──────── THE DATA ────────

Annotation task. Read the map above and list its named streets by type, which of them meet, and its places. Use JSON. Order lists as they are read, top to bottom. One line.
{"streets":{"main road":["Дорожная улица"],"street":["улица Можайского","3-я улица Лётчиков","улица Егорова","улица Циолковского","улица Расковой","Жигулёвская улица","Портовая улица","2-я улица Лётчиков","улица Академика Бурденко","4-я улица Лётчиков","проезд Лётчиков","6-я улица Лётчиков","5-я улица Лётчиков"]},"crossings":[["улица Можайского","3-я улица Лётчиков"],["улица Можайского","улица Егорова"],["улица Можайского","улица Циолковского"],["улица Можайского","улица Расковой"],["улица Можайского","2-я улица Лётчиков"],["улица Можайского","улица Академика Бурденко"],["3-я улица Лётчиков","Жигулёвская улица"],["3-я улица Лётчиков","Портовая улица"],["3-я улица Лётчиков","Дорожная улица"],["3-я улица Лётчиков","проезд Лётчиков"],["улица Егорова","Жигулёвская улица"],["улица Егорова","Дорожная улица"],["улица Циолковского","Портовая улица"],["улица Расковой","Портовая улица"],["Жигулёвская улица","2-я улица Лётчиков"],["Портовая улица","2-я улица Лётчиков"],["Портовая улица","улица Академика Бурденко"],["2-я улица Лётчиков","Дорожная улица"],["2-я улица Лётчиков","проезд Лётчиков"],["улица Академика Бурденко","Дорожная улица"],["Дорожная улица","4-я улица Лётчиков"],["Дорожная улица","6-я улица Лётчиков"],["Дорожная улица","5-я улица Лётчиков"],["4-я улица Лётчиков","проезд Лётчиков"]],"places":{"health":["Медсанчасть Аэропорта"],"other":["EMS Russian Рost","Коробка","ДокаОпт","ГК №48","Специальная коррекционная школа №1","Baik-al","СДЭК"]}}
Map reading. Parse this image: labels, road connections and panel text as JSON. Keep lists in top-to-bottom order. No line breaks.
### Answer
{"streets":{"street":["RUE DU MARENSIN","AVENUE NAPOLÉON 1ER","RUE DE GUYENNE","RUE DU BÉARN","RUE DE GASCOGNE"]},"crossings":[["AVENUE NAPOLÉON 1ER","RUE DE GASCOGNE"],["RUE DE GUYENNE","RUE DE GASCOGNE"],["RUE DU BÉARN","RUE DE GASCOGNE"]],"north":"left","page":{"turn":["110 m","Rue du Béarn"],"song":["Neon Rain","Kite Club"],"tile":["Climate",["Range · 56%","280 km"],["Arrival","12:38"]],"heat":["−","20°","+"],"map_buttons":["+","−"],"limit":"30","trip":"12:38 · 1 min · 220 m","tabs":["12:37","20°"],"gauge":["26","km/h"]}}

────────

PROBLEM REQUIREMENTS>
Give the listing above again, word for word.

RESPONSE>
Annotation task. Read the map above and list its named streets by type, which of them meet, and its places. Use JSON. Order lists as they are read, top to bottom. One line.
{"streets":{"main road":["Дорожная улица"],"street":["улица Можайского","3-я улица Лётчиков","улица Егорова","улица Циолковского","улица Расковой","Жигулёвская улица","Портовая улица","2-я улица Лётчиков","улица Академика Бурденко","4-я улица Лётчиков","проезд Лётчиков","6-я улица Лётчиков","5-я улица Лётчиков"]},"crossings":[["улица Можайского","3-я улица Лётчиков"],["улица Можайского","улица Егорова"],["улица Можайского","улица Циолковского"],["улица Можайского","улица Расковой"],["улица Можайского","2-я улица Лётчиков"],["улица Можайского","улица Академика Бурденко"],["3-я улица Лётчиков","Жигулёвская улица"],["3-я улица Лётчиков","Портовая улица"],["3-я улица Лётчиков","Дорожная улица"],["3-я улица Лётчиков","проезд Лётчиков"],["улица Егорова","Жигулёвская улица"],["улица Егорова","Дорожная улица"],["улица Циолковского","Портовая улица"],["улица Расковой","Портовая улица"],["Жигулёвская улица","2-я улица Лётчиков"],["Портовая улица","2-я улица Лётчиков"],["Портовая улица","улица Академика Бурденко"],["2-я улица Лётчиков","Дорожная улица"],["2-я улица Лётчиков","проезд Лётчиков"],["улица Академика Бурденко","Дорожная улица"],["Дорожная улица","4-я улица Лётчиков"],["Дорожная улица","6-я улица Лётчиков"],["Дорожная улица","5-я улица Лётчиков"],["4-я улица Лётчиков","проезд Лётчиков"]],"places":{"health":["Медсанчасть Аэропорта"],"other":["EMS Russian Рost","Коробка","ДокаОпт","ГК №48","Специальная коррекционная школа №1","Baik-al","СДЭК"]}}
Map reading. Parse this image: labels, road connections and panel text as JSON. Keep lists in top-to-bottom order. No line breaks.
### Answer
{"streets":{"street":["RUE DU MARENSIN","AVENUE NAPOLÉON 1ER","RUE DE GUYENNE","RUE DU BÉARN","RUE DE GASCOGNE"]},"crossings":[["AVENUE NAPOLÉON 1ER","RUE DE GASCOGNE"],["RUE DE GUYENNE","RUE DE GASCOGNE"],["RUE DU BÉARN","RUE DE GASCOGNE"]],"north":"left","page":{"turn":["110 m","Rue du Béarn"],"song":["Neon Rain","Kite Club"],"tile":["Climate",["Range · 56%","280 km"],["Arrival","12:38"]],"heat":["−","20°","+"],"map_buttons":["+","−"],"limit":"30","trip":"12:38 · 1 min · 220 m","tabs":["12:37","20°"],"gauge":["26","km/h"]}}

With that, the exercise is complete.